The plaintiff brought suit against the defendant seeking to be decreed the owner of a house and lot located at 5535 South Claiborne Avenue in the City of New Orleans and in the alternative for an accounting from the defendant for sums she had advanced to the defendant for the purchase of the property. It appears that $5,000 was paid for the lot, and the house thereon cost approximately $14,000 when it was erected in 1939. The basis of plaintiff’s suit was that she owned the property and title to it was placed in the name of the defendant with the understanding that he would transfer the property to her after the house was erected. She sought to establish her position by interrogatories on facts and articles addressed to the defendant. The defendant denied her ownership o'f the property and, after various exceptions urged by him had been disposed of, an answer was filed. On trial of the case, the lower court rejected the plaintiff’s demand to be decreed the owner of the property and gave ’her judgment on the alternative demand for an accounting for the sum of $15,955.17, less a credit of $100, with legal interest from judicial demand. The defendant has appealed.

We have omitted stating all the pleadings in this case for the reason that only a question of fact is presented on this appeal, viz.: whether or not the plaintiff advanced the amounts claimed by her to the defendant for the purchase and maintenance of the property and expenses paid in connection therewith.

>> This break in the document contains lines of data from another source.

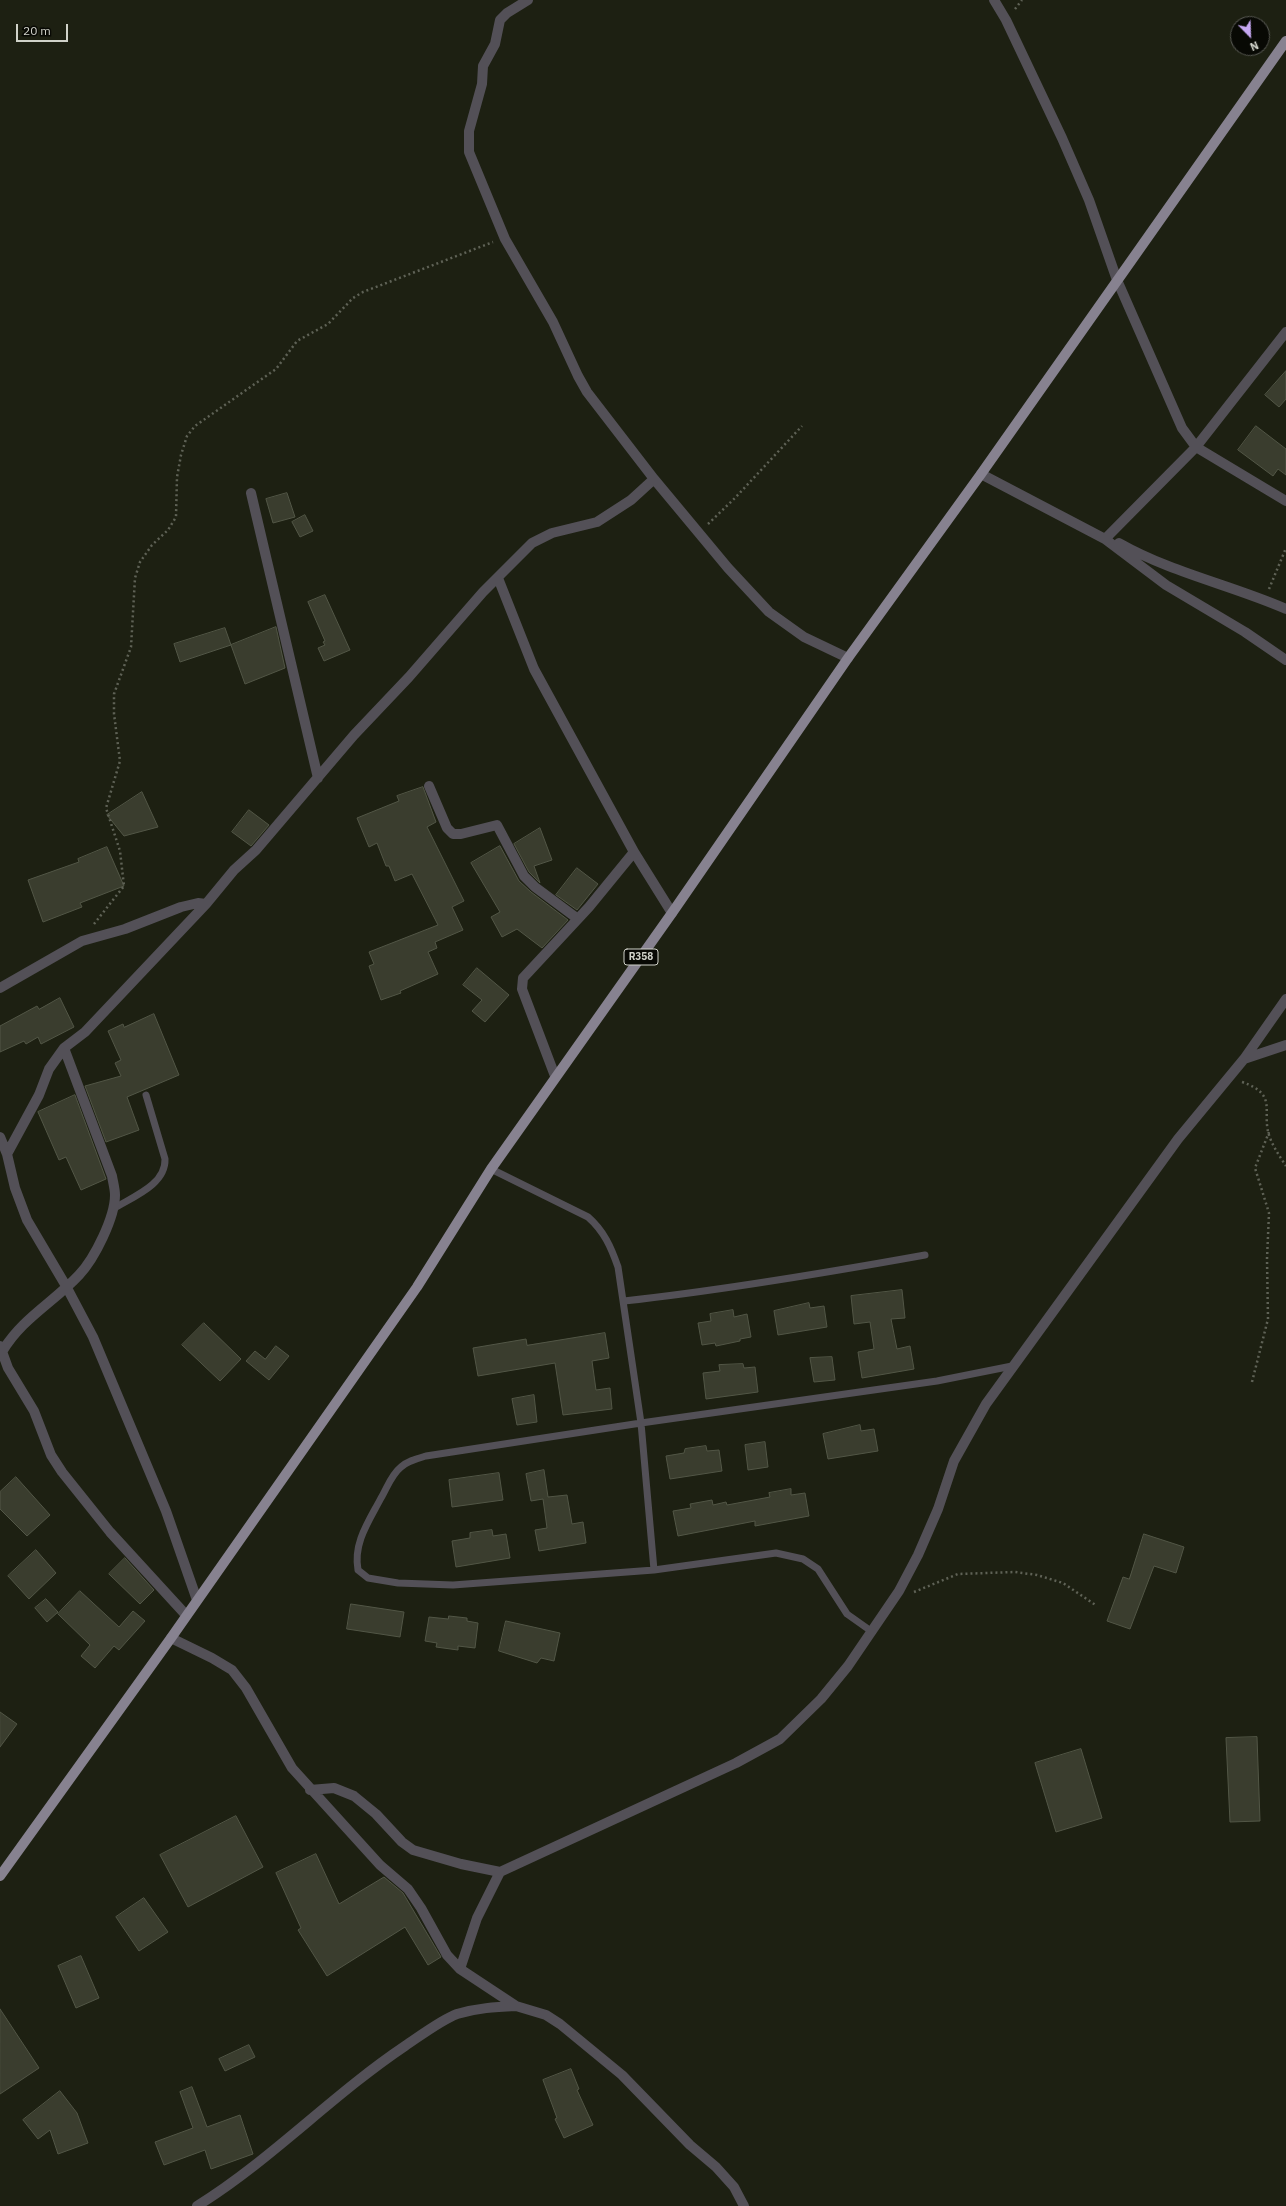 <!DOCTYPE html>
<html>
<head>
<meta charset="utf-8">
<style>
	body { margin:0 }
	#map { position:relative; width:1286px; height:2206px; overflow:hidden; background:#1d2012; font-family:"IBM Plex Sans",sans-serif }
	canvas { display:block }
	.north { position:absolute; left:1230px; top:16px; width:40px; height:40px; box-sizing:border-box; background:#080904; border:1px solid #585953; border-radius:50%; rotate:157deg; font-size:11px; font-weight:700; line-height:16px; text-align:center; color:#d0d2c9 }
	.north::after { content:''; display:block; margin:auto; width:14px; height:18px; background:#c5a7f1; clip-path:polygon(50% 0,100% 100%,50% 72%,0 100%) }
	.scale { position:absolute; left:16px; top:24px; width:52px; height:18px; box-sizing:border-box; border:2px solid #d0d2c9; border-top:0; padding-left:5px; font-size:12px; line-height:14px; white-space:nowrap; color:#d0d2c9; -webkit-text-stroke:3px #080904; paint-order:stroke }
</style>
</head>
<body>
<div id="map">
<canvas width="1286" height="2206"></canvas>
<div class="north">N</div>
<div class="scale">20 m</div>
</div>
<script>
const g = document.querySelector('canvas').getContext('2d');
g.lineJoin = 'round';
function fillPath(path, color) { g.fillStyle = color; g.fill(path, 'evenodd'); }
function trace(path, color, width, dash) { g.strokeStyle = color; g.lineWidth = width; g.lineCap = dash ? 'butt' : 'round'; g.setLineDash(dash || []); g.stroke(path); }
function write(font, color, halo, rows, align = 'center') {
  g.font = font + ' "IBM Plex Sans",sans-serif'; g.lineWidth = 3.5; g.setLineDash([]); g.textBaseline = 'middle'; g.strokeStyle = halo; g.fillStyle = color; for (const [text, x, y, turn = 0] of rows) {
    g.save(); g.translate(x, y); g.rotate((+turn || 0) * Math.PI / 180); g.textAlign = isNaN(turn) ? turn : align; if (halo) g.strokeText(text, 0, 0); g.fillText(text, 0, 0); g.restore();
  }
}
const building = new Path2D(`
	M1286 371V399L1279 407 1265 395Z
	M1256 426 1286 449V475L1278 469 1273 476 1238 450Z
	M287 493 295 517 273 523 266 499Z
	M305 515 313 531 300 537 292 522Z
	M325 595 350 650 324 661 318 648 325 645 323 642 325 641 308 602Z
	M276 627 285 668 245 684 231 645Z
	M225 628 231 645 180 662 174 644Z
	M423 787 436 822 427 827 464 901 452 907 463 930 435 942 437 948 428 952 438 974 400 991 401 993 381 1000 369 966 374 964 369 952 438 925 412 874 395 881 389 866H386L377 843 369 847 357 818 399 801 397 796Z
	M142 792 158 827 124 836 107 815Z
	M249 810 269 825 251 846 232 832Z
	M540 828 552 860 534 866 540 883 529 872 514 844Z
	M500 846 519 881 531 892 568 920 542 948 517 929 502 937 491 917 500 912 471 863Z
	M107 847 124 886 80 903 82 907 43 922 28 880 79 862 78 859Z
	M577 868 598 884 577 910 556 895Z
	M477 968 509 995 485 1022 472 1011 482 1000 463 985Z
	M60 998 74 1027 41 1044 38 1037 26 1044 24 1041 0 1052V1026L37 1006 39 1009Z
	M154 1014 179 1075 127 1097 139 1130 106 1142 85 1086 121 1076 115 1063 121 1060 108 1031 123 1024 124 1027Z
	M75 1095 106 1179 81 1190 66 1157 59 1160 38 1112Z
	M902 1290 905 1318 891 1319 897 1349 910 1346 914 1369 862 1378 858 1352 874 1349 870 1322 854 1324 851 1296Z
	M809 1303 810 1308 824 1306 827 1327 778 1335 774 1311Z
	M733 1310 734 1317 747 1314 751 1337 740 1339V1341L716 1346 715 1343 702 1345 698 1323 711 1321 710 1314Z
	M204 1323 241 1359 220 1381 182 1345Z
	M605 1333 609 1358 592 1361 596 1390 610 1388 612 1409 563 1415 555 1363 478 1376 473 1348 526 1339 527 1345Z
	M276 1346 289 1356 269 1380 246 1361 255 1351 265 1359Z
	M832 1357 835 1380 814 1382 810 1358Z
	M743 1364 744 1368 755 1367 758 1392 706 1399 703 1373 720 1371 719 1365Z
	M534 1395 537 1422 517 1425 512 1399Z
	M860 1425 861 1431 874 1429 878 1451 828 1459 823 1434Z
	M765 1442 768 1467 748 1470 745 1445Z
	M706 1446 707 1451 719 1450 722 1471 670 1479 666 1456 684 1453 685 1449Z
	M544 1470 548 1497 567 1495 572 1524 583 1522 586 1543 539 1551 535 1530 547 1528 543 1499 531 1501 526 1474Z
	M499 1473 503 1500 452 1507 449 1480Z
	M16 1477 50 1515 27 1536 0 1509V1492Z
	M791 1489V1495L805 1493 809 1516 755 1526V1521L678 1536 673 1511 691 1508 690 1504 712 1500 713 1505 726 1502 727 1505 770 1497 769 1493Z
	M492 1530 493 1536 506 1534 510 1558 456 1567 452 1541 470 1538V1533Z
	M1144 1534 1184 1547 1176 1573 1154 1566 1130 1629 1107 1621 1123 1577 1129 1579Z
	M36 1550 56 1573 29 1599 8 1576Z
	M125 1558 154 1590 140 1604 109 1574Z
	M80 1591 119 1627 133 1611 145 1621 119 1650 114 1646 95 1668 81 1656 90 1645 58 1614Z
	M46 1599 58 1612 47 1622 35 1608Z
	M351 1604 404 1612 400 1637 347 1629Z
	M449 1616 467 1618V1621L478 1623 475 1648 458 1646V1650L436 1647 437 1643 425 1641 429 1617 448 1619Z
	M506 1621 560 1633 554 1661 541 1658 537 1663 499 1651Z
	M0 1712 17 1724 0 1747Z
	M1257 1737 1260 1821 1230 1822 1226 1738Z
	M1081 1749 1102 1818 1056 1832 1035 1763Z
	M236 1816 263 1867 188 1907 160 1855Z
	M316 1854 339 1904 384 1877 403 1893 441 1957 428 1965 405 1927 327 1976 298 1930 301 1928 276 1873Z
	M144 1898 168 1932 139 1951 116 1917Z
	M81 1956 99 1998 76 2008 58 1966Z
	M0 2009 39 2068 0 2094Z
	M249 2045 255 2057 225 2071 219 2059Z
	M571 2069 579 2089 577 2090 593 2125 564 2138 555 2119 557 2118 543 2080Z
	M192 2087 207 2127 240 2115 253 2154 211 2169 205 2150 164 2165 155 2142 193 2128 180 2092Z
	M60 2091 77 2113 88 2143 58 2154 50 2130 38 2139 23 2120Z`);
fillPath(building, '#3a3d2e');
trace(building, '#525646', 1);
trace(new Path2D(`
	M1015 9 1022 0
	M708 524 735 498 802 426
	M1269 589 1286 548
	M94 924 124 886 120 851 106 808 120 761 114 714V694L131 647 135 578 140 562 152 545 168 530 176 517 177 477 181 455 187 436 195 426 276 369 297 341 328 324 353 298 363 292 493 242
	M1242 1082C1280 1095 1260 1112 1270 1138 1274 1148 1280 1157 1286 1166
	M1252 1382 1268 1319 1267 1259 1269 1213 1255 1168 1269 1132
	M914 1592 958 1574 1015 1572 1037 1575 1063 1583 1097 1606`), '#5f6256', 2.5, [2, 3]);
trace(new Path2D(`
	M491 1169 588 1217C604 1231 611 1247 618 1267L641 1423 654 1570
	M113 1209C132 1197 166 1185 165 1159L146 1095
	M624 1301C725 1290 825 1273 925 1255
	M871 1631 847 1614 818 1569 803 1559 776 1553 654 1570 453 1585 398 1583 368 1578 358 1570C353 1543 369 1521 381 1498 387 1488 391 1475 401 1467 408 1461 416 1459 426 1456L641 1423 937 1381 1012 1366`), '#535057', 7);
trace(new Path2D(`
	M528 0 507 13 500 20 495 44 483 66 482 84 469 131V152L505 239 553 322 578 376 587 392 654 479 728 568 769 612 804 637 848 658
	M994 0 1006 20 1062 138 1089 200 1117 280 1182 428 1196 447 1286 501
	M981 474 1105 539 1166 585 1245 632 1286 660
	M251 493 318 778
	M1105 539 1196 447 1286 332
	M1119 543C1172 573 1231 585 1286 609
	M498 578 534 669 634 852 672 913
	M429 786 447 828 453 834H461L497 825 524 876 535 887 578 919
	M0 988 82 941 125 929 181 907 198 903 206 904
	M1244 1059 1286 1045
	M555 1076 522 989 523 978 589 907 634 852
	M0 1137 7 1154 15 1188 27 1220 66 1286 93 1337 166 1511 197 1600
	M7 1154 39 1095 49 1069 64 1048 85 1032 206 904 234 870 256 850 354 735 409 677 483 592 532 543 552 533 597 522 631 500 654 479
	M0 1346 8 1368 34 1411 51 1455 62 1472 110 1532 186 1615
	M2 1352C21 1319 54 1302 79 1275 95 1258 115 1217 115 1195 115 1189 113 1182 112 1176L64 1048
	M171 1638 212 1658 232 1670 246 1688 292 1768 380 1865 408 1889 421 1908 447 1955 460 1969 516 2006 546 2015 560 2024 622 2075 690 2145 716 2167 734 2187 744 2206
	M310 1790 334 1788 354 1796 376 1814 402 1842 413 1850 461 1864 500 1872 736 1763 780 1739 821 1699 848 1666 899 1591 918 1555 938 1509 954 1461 986 1404 1178 1139 1244 1059 1286 999
	M460 1969 477 1918 500 1872
	M197 2206C271 2160 332 2095 405 2046 420 2036 441 2020 457 2014 477 2008 495 2007 516 2006`), '#535057', 10);
trace(new Path2D(`
	M0 1876 171 1638 417 1287 491 1169 672 913 848 658 981 474 1286 41`), '#878290', 10);
for (const [x, y, w] of [
	[641,957,34]
]) { const box = new Path2D(); box.roundRect(x - w / 2, y - 8, w, 16, 3); g.fillStyle = '#080904'; g.fill(box); trace(box, '#d0d2c9', 1); }
write('bold 10px', '#d0d2c9', null, [
	["R358",641,957]
]);
</script>
</body>
</html>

It appears that the plaintiff became acquainted with one Macrino Trelles, a wealthy man, sometime around 1924 or 1925 and that there developed an intimate relationship between them. He became a frequent visitor to the apartment where she and her daughter, Ursula, resided. The defendant, who had been attentive to her daughter for some time, met Trelles through the plaintiff and her daughter in the year 1935. It appears that thereafter the defendant was a visitor in the plaintiff’s apartment at times when Trelles was present. The defendant was with Trelles on other occasions, most frequently when the plaintiff was present. The plaintiff, over a period of years, served as a dental assistant and for a time, from 1931 until 1938, managed a plantation for Trelles at Newton, Mississippi, for which she received no compensation. She retained her position as dental assistant while managing the plantation. She made trips to Mississippi looking after the affairs of the plantation, *58which was leased to a tenant on shares, attended to the upkeep of the property and directed the planting of tung trees thereon. She kept the records, collected the rental-share of the crop and attended to all the finances derived from or expended on the property.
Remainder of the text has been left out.